Target CEO Change: Michael Fiddelke Faces Tough Road After Brian Cornell’s Exit

Target has announced that Chief Executive Officer Brian Cornell will step down from his role in February 2026 after more than a decade of leadership. Cornell, who has guided the US retailer since 2014, will transition into the role of executive chairman. The decision marks the end of a chapter defined by both early success and recent struggles that have raised pressing questions about the company’s future.

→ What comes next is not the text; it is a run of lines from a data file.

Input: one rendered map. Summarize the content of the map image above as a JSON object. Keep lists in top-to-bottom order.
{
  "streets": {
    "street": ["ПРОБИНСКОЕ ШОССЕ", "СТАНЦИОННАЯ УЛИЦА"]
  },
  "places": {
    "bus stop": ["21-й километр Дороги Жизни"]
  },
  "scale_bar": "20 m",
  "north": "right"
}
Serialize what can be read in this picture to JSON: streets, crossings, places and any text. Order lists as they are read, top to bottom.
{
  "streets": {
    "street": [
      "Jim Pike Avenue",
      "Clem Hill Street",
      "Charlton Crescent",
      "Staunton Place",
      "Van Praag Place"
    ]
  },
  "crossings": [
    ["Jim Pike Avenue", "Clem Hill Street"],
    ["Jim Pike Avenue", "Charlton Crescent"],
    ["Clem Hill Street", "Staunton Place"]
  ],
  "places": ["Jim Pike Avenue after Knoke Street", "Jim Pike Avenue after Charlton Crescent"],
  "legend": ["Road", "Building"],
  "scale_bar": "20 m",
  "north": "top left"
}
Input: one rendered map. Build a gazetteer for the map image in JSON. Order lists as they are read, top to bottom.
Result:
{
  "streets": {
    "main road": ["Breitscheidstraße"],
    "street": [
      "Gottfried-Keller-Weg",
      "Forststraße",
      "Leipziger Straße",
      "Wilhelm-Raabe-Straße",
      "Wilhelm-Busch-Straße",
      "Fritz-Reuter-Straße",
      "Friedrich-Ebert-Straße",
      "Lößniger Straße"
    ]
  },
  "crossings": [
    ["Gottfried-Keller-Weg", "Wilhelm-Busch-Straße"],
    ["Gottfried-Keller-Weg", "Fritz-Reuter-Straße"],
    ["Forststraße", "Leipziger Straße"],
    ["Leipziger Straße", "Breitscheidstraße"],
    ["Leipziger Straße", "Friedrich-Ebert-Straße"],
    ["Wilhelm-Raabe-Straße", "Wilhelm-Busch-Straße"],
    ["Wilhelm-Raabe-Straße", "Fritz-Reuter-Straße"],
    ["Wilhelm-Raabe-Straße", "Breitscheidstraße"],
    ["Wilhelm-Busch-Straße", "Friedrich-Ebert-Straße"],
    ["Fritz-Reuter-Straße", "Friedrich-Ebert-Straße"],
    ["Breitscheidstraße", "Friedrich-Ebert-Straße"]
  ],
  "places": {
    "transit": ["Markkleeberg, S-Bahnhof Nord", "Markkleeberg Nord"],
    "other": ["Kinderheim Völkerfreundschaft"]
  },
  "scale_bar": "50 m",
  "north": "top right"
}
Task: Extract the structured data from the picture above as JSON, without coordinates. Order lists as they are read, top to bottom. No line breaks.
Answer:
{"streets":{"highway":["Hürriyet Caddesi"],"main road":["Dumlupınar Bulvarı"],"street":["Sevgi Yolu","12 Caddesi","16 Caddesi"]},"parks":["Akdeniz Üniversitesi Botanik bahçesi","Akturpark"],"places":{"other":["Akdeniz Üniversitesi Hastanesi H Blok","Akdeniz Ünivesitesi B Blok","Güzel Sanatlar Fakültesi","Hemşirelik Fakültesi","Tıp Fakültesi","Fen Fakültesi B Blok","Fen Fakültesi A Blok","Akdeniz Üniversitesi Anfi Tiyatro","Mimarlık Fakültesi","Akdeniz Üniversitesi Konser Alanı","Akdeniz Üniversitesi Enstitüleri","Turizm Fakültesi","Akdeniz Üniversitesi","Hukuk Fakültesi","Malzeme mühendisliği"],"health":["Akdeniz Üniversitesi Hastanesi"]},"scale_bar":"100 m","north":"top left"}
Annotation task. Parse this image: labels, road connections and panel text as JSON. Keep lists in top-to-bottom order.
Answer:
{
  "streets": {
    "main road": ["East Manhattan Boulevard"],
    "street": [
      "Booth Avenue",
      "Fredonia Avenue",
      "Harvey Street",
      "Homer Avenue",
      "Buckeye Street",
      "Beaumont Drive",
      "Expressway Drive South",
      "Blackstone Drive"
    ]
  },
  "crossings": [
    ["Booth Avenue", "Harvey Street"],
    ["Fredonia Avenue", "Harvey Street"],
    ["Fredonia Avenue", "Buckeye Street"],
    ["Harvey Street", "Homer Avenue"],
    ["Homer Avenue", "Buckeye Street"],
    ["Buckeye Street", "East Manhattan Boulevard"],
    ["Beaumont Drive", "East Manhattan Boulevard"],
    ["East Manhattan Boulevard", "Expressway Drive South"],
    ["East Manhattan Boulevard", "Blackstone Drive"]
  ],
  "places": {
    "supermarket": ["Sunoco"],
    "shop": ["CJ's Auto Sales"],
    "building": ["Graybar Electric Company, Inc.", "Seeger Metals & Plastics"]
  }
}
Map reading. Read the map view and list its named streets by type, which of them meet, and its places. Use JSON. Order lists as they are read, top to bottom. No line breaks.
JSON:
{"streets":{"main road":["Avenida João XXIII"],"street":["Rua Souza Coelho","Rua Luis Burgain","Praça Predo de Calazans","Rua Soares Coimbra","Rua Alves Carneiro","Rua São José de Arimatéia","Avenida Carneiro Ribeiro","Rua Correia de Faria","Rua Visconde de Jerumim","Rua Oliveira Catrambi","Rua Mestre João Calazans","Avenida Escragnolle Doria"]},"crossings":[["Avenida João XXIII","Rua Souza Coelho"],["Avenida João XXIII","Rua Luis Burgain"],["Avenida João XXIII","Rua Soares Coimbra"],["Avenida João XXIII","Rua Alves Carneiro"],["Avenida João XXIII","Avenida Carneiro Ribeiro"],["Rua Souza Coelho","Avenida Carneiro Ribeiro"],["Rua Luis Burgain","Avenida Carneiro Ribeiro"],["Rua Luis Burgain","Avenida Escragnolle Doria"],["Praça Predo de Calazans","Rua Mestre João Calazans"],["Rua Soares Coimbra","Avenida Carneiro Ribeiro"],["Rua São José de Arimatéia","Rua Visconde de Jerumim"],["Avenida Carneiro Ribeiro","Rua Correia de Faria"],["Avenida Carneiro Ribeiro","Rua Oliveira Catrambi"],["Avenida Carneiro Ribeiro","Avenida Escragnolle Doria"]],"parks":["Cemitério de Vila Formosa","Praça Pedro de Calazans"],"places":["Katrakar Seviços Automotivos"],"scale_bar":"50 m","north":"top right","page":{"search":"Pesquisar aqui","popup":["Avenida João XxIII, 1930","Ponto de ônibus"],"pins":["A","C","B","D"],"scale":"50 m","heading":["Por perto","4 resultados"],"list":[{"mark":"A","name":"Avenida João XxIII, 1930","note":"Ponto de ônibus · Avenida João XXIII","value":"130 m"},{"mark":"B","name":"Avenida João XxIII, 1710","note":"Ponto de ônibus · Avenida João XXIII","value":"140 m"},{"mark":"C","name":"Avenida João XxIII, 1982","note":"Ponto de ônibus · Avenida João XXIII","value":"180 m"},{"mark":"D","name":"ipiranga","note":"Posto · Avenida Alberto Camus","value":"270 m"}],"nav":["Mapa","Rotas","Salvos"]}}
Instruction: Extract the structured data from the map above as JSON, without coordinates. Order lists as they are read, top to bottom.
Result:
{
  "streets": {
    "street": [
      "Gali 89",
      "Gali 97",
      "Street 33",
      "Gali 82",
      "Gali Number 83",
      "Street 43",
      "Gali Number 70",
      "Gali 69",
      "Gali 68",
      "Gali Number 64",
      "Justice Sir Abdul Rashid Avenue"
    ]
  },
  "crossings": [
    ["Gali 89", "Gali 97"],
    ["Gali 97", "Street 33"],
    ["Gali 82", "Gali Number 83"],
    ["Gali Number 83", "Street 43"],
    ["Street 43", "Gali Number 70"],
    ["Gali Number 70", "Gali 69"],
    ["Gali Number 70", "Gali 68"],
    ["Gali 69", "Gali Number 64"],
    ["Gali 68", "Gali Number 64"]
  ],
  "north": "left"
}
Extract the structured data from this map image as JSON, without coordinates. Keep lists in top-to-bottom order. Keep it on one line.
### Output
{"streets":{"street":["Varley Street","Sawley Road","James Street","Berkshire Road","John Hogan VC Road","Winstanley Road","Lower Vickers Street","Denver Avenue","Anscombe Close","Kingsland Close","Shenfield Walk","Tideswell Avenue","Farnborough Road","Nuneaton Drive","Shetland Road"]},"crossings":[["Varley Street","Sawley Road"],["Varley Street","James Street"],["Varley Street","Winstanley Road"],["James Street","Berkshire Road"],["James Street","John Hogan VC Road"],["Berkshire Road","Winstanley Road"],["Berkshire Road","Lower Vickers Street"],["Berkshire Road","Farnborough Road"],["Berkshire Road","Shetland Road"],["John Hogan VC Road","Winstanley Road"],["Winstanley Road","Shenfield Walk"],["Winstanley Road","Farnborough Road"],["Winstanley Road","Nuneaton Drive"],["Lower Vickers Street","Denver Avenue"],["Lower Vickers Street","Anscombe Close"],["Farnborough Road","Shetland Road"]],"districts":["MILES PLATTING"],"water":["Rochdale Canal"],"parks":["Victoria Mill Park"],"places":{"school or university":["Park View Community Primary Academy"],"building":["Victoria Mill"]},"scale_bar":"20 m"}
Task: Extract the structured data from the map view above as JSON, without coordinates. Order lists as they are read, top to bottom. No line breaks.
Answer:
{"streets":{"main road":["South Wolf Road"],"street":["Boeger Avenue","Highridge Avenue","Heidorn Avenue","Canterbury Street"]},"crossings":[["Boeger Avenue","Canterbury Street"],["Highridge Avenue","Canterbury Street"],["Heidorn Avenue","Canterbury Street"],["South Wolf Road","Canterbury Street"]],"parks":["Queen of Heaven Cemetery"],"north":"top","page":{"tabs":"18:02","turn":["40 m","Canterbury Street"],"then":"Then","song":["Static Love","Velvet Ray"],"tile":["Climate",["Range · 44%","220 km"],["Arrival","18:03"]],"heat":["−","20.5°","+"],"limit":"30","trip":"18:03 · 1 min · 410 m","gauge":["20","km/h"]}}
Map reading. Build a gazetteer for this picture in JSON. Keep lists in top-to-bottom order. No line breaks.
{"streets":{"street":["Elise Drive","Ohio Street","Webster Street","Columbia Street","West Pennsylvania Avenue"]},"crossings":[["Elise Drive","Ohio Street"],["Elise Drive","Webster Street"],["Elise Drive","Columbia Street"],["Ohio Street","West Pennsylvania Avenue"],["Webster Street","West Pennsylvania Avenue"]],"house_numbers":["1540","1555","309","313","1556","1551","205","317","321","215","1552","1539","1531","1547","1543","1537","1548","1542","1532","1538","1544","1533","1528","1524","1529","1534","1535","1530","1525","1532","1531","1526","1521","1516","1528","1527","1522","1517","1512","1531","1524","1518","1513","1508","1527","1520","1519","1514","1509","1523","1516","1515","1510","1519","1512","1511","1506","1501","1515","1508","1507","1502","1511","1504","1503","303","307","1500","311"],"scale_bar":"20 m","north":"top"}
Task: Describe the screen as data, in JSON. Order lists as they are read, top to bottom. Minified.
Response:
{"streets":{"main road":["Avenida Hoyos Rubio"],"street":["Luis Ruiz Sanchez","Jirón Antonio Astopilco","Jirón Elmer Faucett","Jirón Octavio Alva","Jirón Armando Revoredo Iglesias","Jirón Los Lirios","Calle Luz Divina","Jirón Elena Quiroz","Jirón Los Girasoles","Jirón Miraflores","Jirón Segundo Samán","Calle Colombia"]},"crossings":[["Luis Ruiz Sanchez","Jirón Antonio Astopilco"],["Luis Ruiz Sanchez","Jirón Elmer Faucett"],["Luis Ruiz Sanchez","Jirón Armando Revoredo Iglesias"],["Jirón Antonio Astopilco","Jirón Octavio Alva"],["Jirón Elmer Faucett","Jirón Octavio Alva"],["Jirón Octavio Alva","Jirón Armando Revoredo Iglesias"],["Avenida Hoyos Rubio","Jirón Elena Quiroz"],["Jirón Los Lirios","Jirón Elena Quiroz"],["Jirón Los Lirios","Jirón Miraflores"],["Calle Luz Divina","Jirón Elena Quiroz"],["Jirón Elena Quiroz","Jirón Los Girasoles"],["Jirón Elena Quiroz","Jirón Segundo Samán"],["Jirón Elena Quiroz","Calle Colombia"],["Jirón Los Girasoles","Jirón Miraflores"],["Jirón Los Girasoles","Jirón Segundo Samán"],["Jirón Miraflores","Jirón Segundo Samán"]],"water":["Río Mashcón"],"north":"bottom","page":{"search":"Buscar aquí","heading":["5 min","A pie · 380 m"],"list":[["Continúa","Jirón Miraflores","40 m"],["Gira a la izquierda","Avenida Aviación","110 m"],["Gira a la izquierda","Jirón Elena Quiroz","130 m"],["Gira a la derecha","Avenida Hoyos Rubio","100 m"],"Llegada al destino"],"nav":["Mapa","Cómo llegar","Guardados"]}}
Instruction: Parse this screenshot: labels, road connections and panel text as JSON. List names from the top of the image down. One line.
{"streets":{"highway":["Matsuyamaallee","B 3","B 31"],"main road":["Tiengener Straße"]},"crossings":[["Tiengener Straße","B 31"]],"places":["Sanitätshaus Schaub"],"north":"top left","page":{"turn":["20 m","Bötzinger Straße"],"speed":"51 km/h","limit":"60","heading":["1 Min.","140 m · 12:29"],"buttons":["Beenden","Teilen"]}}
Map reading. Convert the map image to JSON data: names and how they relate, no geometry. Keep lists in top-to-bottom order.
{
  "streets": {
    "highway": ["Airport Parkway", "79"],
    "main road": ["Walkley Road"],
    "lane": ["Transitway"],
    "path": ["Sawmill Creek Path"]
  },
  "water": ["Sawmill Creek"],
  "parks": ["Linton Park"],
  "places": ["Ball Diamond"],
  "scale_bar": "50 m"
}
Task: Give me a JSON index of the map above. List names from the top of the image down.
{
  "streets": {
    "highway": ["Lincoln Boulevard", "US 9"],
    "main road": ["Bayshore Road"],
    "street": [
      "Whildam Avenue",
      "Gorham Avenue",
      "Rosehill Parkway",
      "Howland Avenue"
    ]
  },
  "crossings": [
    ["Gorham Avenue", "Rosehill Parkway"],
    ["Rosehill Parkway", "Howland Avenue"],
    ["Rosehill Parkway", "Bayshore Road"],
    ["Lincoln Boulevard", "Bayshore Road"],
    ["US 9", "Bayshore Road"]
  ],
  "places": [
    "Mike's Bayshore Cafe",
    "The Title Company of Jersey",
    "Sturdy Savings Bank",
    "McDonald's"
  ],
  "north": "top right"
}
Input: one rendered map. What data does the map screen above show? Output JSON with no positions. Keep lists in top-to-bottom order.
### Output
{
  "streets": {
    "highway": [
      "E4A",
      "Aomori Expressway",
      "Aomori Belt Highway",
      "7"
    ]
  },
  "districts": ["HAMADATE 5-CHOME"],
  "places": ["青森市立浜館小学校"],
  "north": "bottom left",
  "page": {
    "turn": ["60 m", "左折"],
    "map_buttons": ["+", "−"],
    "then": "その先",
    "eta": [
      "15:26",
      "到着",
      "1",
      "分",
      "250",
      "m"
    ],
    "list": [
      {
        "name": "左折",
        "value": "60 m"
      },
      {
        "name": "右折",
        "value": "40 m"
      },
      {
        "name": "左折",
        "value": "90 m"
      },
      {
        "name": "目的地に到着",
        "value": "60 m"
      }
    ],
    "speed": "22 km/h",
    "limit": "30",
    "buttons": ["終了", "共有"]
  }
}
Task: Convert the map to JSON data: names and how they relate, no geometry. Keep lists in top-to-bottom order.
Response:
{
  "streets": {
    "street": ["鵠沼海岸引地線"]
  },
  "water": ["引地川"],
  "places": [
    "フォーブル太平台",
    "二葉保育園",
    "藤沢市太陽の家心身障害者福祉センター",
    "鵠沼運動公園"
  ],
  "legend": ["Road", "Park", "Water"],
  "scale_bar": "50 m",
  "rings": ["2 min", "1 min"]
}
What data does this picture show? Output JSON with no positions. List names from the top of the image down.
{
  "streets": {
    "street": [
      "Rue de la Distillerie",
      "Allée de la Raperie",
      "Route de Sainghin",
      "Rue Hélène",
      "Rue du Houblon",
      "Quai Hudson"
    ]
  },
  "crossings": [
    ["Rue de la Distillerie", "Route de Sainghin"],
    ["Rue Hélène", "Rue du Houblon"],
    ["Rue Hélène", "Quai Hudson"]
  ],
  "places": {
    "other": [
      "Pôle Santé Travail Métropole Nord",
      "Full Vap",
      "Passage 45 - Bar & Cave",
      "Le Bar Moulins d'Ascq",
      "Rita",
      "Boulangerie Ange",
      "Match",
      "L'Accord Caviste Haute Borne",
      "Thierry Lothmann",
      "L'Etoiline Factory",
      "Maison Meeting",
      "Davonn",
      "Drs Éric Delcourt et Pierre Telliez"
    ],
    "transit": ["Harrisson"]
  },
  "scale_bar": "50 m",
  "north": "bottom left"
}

The board has appointed Michael Fiddelke, Target’s current Chief Operating Officer, as the new CEO. With two decades at the company, Fiddelke is seen as a steady hand at a time when Target faces declining sales, shareholder pressure, and a backlash over its retreat from Diversity, Equity, and Inclusion (DEI) initiatives.
Target’s Struggles With Sales Performance
Target has battled weak financial performance in recent quarters. In its second quarter of 2025, comparable sales decreased 1.9%, primarily due to a 3.2% decline at its physical stores. While online sales improved 4.3%, gross profit margins fell to 29%, compared to 30% in the same period last year.
“While we’re not pleased with the results, we’re encouraged by the improved performance as we go into the third quarter of the year,” Cornell shared with Yahoo Finance.
However, Wall Street was less optimistic. Following the leadership announcement, Target stock plunged 11%, reflecting investor unease about the company’s ability to navigate an increasingly competitive retail landscape dominated by discount chains and e-commerce giants.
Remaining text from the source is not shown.